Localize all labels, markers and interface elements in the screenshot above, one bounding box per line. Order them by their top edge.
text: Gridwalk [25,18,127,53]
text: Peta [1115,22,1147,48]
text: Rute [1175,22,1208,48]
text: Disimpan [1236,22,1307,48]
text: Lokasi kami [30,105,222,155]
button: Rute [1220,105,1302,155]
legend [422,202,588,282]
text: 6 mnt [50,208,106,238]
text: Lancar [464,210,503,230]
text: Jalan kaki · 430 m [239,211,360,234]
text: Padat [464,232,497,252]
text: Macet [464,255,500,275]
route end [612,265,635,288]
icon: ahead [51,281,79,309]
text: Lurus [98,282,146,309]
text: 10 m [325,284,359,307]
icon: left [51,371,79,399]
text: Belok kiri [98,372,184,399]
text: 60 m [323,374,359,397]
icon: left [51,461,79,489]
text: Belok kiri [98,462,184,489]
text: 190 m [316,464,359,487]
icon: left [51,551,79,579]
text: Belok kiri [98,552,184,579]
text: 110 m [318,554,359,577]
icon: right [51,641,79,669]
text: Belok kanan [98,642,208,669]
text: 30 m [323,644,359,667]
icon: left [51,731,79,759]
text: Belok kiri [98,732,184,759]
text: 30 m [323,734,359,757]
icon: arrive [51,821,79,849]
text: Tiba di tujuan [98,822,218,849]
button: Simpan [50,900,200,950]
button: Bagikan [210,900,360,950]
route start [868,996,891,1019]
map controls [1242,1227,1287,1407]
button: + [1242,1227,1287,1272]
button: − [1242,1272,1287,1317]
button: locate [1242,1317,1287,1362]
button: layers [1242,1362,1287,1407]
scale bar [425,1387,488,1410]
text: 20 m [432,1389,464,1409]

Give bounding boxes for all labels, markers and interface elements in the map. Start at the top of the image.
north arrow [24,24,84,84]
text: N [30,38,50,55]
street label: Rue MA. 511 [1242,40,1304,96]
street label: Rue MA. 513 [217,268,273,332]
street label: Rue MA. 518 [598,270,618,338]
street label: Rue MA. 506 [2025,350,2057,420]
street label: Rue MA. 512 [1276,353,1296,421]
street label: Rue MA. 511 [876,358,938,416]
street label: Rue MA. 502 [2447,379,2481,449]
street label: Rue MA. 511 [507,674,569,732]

++++++++++++++++++++

## PROBLEM DETAILS
Copy all the records above precisely.

## RESULT FOR THIS TASK
Localize all labels, markers and interface elements in the screenshot above, one bounding box per line. Order them by their top edge.
text: Gridwalk [25,18,127,53]
text: Peta [1115,22,1147,48]
text: Rute [1175,22,1208,48]
text: Disimpan [1236,22,1307,48]
text: Lokasi kami [30,105,222,155]
button: Rute [1220,105,1302,155]
legend [422,202,588,282]
text: 6 mnt [50,208,106,238]
text: Lancar [464,210,503,230]
text: Jalan kaki · 430 m [239,211,360,234]
text: Padat [464,232,497,252]
text: Macet [464,255,500,275]
route end [612,265,635,288]
icon: ahead [51,281,79,309]
text: Lurus [98,282,146,309]
text: 10 m [325,284,359,307]
icon: left [51,371,79,399]
text: Belok kiri [98,372,184,399]
text: 60 m [323,374,359,397]
icon: left [51,461,79,489]
text: Belok kiri [98,462,184,489]
text: 190 m [316,464,359,487]
icon: left [51,551,79,579]
text: Belok kiri [98,552,184,579]
text: 110 m [318,554,359,577]
icon: right [51,641,79,669]
text: Belok kanan [98,642,208,669]
text: 30 m [323,644,359,667]
icon: left [51,731,79,759]
text: Belok kiri [98,732,184,759]
text: 30 m [323,734,359,757]
icon: arrive [51,821,79,849]
text: Tiba di tujuan [98,822,218,849]
button: Simpan [50,900,200,950]
button: Bagikan [210,900,360,950]
route start [868,996,891,1019]
map controls [1242,1227,1287,1407]
button: + [1242,1227,1287,1272]
button: − [1242,1272,1287,1317]
button: locate [1242,1317,1287,1362]
button: layers [1242,1362,1287,1407]
scale bar [425,1387,488,1410]
text: 20 m [432,1389,464,1409]

Give bounding boxes for all labels, markers and interface elements in the map. Start at the top of the image.
north arrow [24,24,84,84]
text: N [30,38,50,55]
street label: Rue MA. 511 [1242,40,1304,96]
street label: Rue MA. 513 [217,268,273,332]
street label: Rue MA. 518 [598,270,618,338]
street label: Rue MA. 506 [2025,350,2057,420]
street label: Rue MA. 512 [1276,353,1296,421]
street label: Rue MA. 511 [876,358,938,416]
street label: Rue MA. 502 [2447,379,2481,449]
street label: Rue MA. 511 [507,674,569,732]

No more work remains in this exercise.